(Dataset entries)
------------------------------------------------------------
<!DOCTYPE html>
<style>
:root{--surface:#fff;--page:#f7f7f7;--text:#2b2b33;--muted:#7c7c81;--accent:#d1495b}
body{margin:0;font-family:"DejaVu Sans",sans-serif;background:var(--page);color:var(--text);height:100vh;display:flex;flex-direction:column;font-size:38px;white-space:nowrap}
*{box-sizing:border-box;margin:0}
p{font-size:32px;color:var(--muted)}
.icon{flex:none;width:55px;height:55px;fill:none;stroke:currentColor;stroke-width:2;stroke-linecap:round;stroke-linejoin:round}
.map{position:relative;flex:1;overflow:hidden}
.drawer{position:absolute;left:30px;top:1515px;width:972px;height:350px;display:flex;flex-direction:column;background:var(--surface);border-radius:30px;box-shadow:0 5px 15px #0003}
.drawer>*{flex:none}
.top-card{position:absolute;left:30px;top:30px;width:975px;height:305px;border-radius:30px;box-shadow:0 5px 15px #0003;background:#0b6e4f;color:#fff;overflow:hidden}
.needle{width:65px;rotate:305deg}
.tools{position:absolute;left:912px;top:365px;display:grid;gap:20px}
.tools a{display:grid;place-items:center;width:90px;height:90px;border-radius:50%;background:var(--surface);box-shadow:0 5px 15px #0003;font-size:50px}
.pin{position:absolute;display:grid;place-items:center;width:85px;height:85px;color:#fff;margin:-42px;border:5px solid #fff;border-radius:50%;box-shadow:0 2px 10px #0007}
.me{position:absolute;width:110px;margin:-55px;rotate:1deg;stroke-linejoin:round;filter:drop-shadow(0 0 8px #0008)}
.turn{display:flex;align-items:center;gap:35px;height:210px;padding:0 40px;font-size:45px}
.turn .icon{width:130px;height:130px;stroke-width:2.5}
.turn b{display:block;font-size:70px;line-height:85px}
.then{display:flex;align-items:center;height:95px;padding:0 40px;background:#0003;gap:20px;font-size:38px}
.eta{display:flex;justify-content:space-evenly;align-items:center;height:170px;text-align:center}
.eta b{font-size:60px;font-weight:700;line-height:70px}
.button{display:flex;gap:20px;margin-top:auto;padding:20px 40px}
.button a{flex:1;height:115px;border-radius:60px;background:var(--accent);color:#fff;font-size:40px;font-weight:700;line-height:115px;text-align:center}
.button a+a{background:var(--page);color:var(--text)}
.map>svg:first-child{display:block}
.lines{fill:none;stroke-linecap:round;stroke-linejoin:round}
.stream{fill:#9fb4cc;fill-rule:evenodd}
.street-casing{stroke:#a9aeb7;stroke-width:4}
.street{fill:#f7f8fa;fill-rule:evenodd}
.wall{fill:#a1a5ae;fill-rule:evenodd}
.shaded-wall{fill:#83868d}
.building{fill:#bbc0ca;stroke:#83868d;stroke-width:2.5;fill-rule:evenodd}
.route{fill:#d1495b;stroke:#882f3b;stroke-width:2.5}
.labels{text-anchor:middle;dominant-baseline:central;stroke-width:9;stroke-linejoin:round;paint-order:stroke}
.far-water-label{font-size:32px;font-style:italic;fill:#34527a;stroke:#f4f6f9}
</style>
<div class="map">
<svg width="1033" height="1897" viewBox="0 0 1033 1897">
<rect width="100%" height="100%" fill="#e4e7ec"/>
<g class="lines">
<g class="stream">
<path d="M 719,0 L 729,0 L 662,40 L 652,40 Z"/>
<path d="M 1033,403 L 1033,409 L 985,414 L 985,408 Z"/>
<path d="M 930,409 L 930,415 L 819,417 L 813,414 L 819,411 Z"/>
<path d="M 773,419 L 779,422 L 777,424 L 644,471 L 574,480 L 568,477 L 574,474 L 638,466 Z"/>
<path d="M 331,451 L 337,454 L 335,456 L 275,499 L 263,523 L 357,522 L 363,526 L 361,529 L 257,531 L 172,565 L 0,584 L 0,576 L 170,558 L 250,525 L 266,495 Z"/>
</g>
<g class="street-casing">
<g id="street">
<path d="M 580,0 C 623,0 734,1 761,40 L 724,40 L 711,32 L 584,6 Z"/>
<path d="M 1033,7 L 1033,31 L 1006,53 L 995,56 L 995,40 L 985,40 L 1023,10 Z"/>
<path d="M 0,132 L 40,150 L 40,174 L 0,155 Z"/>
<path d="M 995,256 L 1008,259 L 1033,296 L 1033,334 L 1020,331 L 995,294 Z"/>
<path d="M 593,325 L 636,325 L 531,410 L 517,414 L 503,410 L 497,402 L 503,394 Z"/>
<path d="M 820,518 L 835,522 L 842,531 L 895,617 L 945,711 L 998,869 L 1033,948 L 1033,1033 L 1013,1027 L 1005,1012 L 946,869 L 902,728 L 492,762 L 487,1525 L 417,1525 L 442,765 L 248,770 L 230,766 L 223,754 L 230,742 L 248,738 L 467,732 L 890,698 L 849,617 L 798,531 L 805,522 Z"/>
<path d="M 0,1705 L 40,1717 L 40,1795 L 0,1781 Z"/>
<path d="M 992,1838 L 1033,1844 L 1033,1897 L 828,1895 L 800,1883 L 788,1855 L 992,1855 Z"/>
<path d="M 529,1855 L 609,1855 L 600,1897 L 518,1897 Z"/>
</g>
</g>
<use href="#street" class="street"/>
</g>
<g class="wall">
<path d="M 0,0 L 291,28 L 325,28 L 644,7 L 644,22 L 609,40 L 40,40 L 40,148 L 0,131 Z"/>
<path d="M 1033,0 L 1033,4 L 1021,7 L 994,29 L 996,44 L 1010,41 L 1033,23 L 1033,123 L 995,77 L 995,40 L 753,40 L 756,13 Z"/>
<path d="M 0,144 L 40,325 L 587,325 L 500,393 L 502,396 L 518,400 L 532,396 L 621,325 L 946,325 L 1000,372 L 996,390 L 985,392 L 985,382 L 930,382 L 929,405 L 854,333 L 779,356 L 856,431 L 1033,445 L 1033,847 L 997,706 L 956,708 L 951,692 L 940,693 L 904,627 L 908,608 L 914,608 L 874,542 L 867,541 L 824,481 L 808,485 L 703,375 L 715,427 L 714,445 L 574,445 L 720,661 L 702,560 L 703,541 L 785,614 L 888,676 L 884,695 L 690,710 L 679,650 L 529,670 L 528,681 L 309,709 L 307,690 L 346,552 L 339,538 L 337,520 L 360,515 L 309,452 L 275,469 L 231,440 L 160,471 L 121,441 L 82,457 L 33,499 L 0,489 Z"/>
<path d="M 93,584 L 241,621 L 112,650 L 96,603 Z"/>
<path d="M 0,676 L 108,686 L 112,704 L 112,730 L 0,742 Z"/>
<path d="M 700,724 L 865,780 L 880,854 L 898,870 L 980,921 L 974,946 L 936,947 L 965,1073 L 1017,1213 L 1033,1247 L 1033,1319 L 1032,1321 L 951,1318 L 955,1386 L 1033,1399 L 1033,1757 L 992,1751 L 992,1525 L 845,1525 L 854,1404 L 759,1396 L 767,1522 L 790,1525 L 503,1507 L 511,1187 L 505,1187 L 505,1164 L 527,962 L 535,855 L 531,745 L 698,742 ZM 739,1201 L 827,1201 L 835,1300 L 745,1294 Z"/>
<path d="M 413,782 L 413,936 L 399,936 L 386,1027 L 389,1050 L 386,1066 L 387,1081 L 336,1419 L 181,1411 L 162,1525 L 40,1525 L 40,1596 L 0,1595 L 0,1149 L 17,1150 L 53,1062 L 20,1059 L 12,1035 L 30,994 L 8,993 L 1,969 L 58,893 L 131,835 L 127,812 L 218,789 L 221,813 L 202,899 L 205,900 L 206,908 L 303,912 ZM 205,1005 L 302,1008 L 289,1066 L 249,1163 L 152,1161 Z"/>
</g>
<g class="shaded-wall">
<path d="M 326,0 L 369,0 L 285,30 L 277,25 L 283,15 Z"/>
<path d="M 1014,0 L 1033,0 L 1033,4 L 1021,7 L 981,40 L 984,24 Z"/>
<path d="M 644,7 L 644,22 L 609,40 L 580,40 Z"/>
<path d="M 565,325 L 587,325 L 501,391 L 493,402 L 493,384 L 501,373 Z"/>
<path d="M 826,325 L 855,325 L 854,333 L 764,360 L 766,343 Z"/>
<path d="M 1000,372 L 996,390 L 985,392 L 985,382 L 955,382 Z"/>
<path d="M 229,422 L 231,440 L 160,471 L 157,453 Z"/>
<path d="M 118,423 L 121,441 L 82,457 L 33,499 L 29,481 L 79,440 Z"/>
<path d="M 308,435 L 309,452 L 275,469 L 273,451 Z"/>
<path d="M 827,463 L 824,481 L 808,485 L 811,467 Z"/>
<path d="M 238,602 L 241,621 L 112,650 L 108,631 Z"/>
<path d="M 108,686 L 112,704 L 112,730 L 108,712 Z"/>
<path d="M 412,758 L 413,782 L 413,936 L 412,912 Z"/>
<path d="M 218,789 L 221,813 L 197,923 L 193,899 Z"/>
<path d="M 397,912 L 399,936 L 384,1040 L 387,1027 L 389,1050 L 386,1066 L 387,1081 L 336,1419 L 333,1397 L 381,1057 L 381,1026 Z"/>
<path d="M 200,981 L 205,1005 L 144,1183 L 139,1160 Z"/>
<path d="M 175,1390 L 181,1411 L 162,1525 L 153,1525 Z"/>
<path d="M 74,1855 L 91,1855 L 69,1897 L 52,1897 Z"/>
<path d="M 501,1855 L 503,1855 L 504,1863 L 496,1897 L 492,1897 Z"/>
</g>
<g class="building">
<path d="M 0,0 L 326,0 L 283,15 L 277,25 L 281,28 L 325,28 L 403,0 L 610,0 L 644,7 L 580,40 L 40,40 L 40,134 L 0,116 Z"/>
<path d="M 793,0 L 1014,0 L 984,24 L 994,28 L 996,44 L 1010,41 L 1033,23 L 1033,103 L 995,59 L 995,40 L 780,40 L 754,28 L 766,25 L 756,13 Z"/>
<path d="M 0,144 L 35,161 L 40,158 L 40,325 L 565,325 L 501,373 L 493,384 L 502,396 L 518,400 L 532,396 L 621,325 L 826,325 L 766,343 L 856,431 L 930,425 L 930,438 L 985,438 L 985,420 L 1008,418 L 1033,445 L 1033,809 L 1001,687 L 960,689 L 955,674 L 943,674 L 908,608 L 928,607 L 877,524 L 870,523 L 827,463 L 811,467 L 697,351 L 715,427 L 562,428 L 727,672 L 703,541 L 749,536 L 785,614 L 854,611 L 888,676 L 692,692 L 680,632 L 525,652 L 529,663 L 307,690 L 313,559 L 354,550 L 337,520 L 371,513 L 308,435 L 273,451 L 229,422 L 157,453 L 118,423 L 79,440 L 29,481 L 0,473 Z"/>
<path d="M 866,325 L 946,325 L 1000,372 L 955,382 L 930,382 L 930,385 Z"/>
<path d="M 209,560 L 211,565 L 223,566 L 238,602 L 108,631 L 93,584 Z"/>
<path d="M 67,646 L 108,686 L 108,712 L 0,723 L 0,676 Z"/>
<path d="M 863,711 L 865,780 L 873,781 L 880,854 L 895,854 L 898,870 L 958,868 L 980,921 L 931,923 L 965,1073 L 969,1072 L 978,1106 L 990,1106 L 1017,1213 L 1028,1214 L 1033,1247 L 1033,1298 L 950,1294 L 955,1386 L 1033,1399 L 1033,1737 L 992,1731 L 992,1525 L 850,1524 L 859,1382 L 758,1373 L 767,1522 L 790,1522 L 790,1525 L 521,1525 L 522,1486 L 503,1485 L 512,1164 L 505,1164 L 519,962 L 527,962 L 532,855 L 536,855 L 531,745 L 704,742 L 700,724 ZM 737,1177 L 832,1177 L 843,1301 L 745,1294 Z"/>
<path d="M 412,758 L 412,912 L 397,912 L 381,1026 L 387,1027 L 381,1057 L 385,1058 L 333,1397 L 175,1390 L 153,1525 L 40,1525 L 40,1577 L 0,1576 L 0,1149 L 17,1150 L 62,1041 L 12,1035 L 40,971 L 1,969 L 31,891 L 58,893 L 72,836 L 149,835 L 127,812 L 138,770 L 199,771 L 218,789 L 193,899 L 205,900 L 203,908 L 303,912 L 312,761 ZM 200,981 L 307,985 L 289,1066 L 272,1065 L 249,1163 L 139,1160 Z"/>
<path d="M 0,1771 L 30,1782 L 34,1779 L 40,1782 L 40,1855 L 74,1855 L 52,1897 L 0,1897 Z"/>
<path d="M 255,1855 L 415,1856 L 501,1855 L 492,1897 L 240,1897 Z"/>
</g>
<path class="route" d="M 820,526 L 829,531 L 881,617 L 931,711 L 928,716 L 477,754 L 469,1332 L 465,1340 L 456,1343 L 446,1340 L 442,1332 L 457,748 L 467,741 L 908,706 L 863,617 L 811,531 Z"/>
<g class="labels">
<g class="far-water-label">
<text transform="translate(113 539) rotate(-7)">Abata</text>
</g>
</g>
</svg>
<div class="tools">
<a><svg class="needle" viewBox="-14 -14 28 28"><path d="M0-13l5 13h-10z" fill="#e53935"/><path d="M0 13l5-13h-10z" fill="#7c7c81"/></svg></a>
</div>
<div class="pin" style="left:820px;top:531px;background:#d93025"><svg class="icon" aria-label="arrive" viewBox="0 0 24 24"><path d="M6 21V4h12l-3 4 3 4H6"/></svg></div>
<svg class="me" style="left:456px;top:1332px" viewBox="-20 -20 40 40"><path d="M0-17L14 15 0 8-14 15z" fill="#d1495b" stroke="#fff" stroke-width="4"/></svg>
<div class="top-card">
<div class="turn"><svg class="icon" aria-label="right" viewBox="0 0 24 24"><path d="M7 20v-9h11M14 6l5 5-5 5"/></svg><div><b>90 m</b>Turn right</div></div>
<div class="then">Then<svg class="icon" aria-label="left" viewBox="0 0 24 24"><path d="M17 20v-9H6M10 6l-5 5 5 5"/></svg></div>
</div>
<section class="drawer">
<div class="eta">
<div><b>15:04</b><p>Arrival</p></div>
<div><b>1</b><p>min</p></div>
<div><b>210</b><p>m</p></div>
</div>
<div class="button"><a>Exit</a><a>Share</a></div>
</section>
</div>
------------------------------------------------------------
Task to carry out> A copy of each line above that holds the word "tools" is the expected answer.

Answer box>
.tools{position:absolute;left:912px;top:365px;display:grid;gap:20px}
.tools a{display:grid;place-items:center;width:90px;height:90px;border-radius:50%;background:var(--surface);box-shadow:0 5px 15px #0003;font-size:50px}
<div class="tools">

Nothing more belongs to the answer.